_WHAT YOU HAVE TO DO_: Once you know how many lines below hold "canvas", reply with that number and add nothing.

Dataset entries

================================

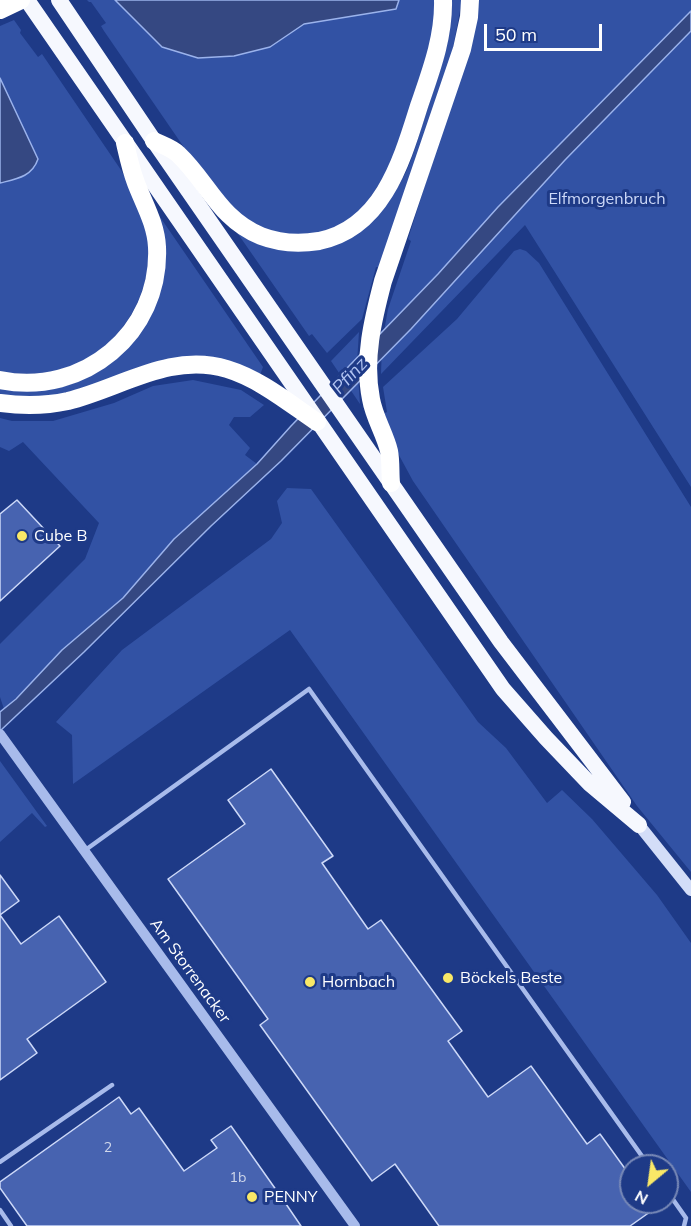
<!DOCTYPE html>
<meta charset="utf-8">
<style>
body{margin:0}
#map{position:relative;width:691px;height:1226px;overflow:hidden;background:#1e3a87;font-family:Mulish,sans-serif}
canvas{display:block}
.north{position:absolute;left:619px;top:1154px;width:60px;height:60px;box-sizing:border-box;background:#1e3a87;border:2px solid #7889b7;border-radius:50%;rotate:209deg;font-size:16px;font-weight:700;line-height:24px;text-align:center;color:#fff}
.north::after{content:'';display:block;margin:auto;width:21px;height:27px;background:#f9e867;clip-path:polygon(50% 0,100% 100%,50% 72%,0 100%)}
.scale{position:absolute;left:484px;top:24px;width:118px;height:27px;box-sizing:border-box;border:3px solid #fff;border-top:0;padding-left:8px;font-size:18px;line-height:21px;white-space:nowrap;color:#fff;-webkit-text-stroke:4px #1e3a87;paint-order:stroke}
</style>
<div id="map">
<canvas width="691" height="1226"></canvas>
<div class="north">N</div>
<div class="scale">50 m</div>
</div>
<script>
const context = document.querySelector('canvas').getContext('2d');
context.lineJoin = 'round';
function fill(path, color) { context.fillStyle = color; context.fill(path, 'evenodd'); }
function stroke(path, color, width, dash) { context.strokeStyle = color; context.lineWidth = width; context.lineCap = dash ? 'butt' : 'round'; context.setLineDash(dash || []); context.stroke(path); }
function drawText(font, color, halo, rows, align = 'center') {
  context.font = font + ' Mulish,sans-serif'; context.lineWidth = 6; context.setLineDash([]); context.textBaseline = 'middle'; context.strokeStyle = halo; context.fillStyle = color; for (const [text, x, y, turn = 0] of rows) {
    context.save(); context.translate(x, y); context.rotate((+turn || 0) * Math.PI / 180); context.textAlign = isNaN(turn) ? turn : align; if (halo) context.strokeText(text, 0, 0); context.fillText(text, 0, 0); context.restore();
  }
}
const green = new Path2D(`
 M87,0H436L430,51L389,170L360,212L334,228L317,233L290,235L265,229L236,212L203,175L104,31L101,26L106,23L91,2H89Z
 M452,0H462L452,53L380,268L376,267L362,319L327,353L312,334L309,336L236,231L258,243L367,226C382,212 393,196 403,178C413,159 418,137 425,117C437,79 453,40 452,0Z
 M479,0H691V487L525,225L381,374L382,343L388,309L411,241L408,239L475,27Z
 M14,20L21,30L20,33L38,57L42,54L121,170C131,187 141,208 146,228C159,290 120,354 59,370C40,375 20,374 0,372V26Z
 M158,214L263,367L260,375L172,359L138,367L112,378L56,397L0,396V388C53,399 103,379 137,338Z
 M520,249L526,251L539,263L691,507V872L637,806L413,481L394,446L383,414L387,412L383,387L457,319L514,251Z
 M359,332L357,363L360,404L331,361Z
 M193,380L241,390L264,405L250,417H234L229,425L250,448L245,455L257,464L174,539L123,598L4,709L0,697V644L85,559L99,523L23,442L9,451L0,447V418L12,421H53L114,403L153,386Z
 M287,488L311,489L478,722L506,748L547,803L562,790L592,819L657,895L691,943V1192L290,630L73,784L72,735L56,722L122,650L271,539L282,523L277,501Z
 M0,761L47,826L45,827L32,813L0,842Z`);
const water = new Path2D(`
 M115,0H399L396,9L304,24L270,47L234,56L198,58L162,47Z
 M691,11V31L565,160L411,329L281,461L211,526L84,652L0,731V712L16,699L62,650L123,598L174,539L257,464L291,426L438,274L498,207Z
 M0,78L38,159C32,177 16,179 0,183Z`);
const building = new Path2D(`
 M17,500L60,546L0,601V514Z
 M271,769L333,856L322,863L368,929L381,920L462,1031L448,1041L488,1097L531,1066L587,1144L600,1134L631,1177V1202H664L630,1226H439L395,1164L372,1181L260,1025L268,1019L168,879L245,824L228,800Z
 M0,875L19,901L0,915Z
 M0,915L21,944L59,916L106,982L27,1039L37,1053L0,1080Z
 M119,1097L131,1114L139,1108L184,1171L217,1148L211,1140L231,1126L279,1194L284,1190L291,1200L286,1204L301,1226H27L0,1188V1182Z`);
const service = new Path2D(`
 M84,851L309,689L649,1166
 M0,1162L112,1085
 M667,1191L686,1218L684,1226
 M0,1210L11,1226`);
const tertiary = new Path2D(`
 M0,734L355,1226`);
const secondary = new Path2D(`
 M639,825L691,890`);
const trunk = new Path2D(`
 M27,0L503,689L546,738L589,783L639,825
 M59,0L154,141L501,642L623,802`);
const motorway = new Path2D(`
 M0,10L21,0
 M154,141C162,145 172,148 178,154C208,182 219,219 261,236C279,243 300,244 319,241C383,228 402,160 419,106C431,71 444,37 443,0
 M0,380C83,397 161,333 157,247C156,224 144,204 136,183C131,170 128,156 125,143
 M0,403C23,406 45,406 68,401C121,388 170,352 227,369C260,379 289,403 317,422
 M391,483C390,473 391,461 389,451C385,434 374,417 371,399C363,359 373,319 383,281L462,49L469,17L470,0`);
const markers = [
 [22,536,6,"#f9e867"],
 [448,978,6,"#f9e867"],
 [310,982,6,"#f9e867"],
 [252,1197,6,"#f9e867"]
];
const numberNames = [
 ["2",108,1148],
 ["1b",238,1178]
];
const parkNames = [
 ["Elfmorgenbruch",607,199]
];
const poiNames = [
 ["Cube B",34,536],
 ["Böckels Beste",460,978],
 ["Hornbach",322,982],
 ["PENNY",264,1197]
];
const streetNames = [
 ["Am Storrenacker",190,971,54]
];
const waterNames = [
 ["Pfinz",350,376,-47]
];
fill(green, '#3252a4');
fill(water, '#354882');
stroke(water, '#9bb3ec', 1.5);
fill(building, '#4763b0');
stroke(building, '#cdd9f8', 1.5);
stroke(service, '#a8bbeb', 4.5);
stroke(tertiary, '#a8bbeb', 10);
stroke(secondary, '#d3ddf8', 12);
stroke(trunk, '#f6f8fe', 16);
stroke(motorway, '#fff', 18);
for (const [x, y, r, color] of markers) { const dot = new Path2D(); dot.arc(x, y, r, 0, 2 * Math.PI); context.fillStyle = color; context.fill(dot); stroke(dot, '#1e3a87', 2); }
drawText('14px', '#d1d8eb', null, numberNames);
drawText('16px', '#cdd9f8', '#1e3a87', parkNames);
drawText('16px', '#fff', '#1e3a87', poiNames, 'left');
drawText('16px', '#fff', '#1e3a87', streetNames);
drawText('italic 18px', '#b3c5f2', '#1e3a87', waterNames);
</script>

================================

_ANSWER TO THIS PROBLEM_: 3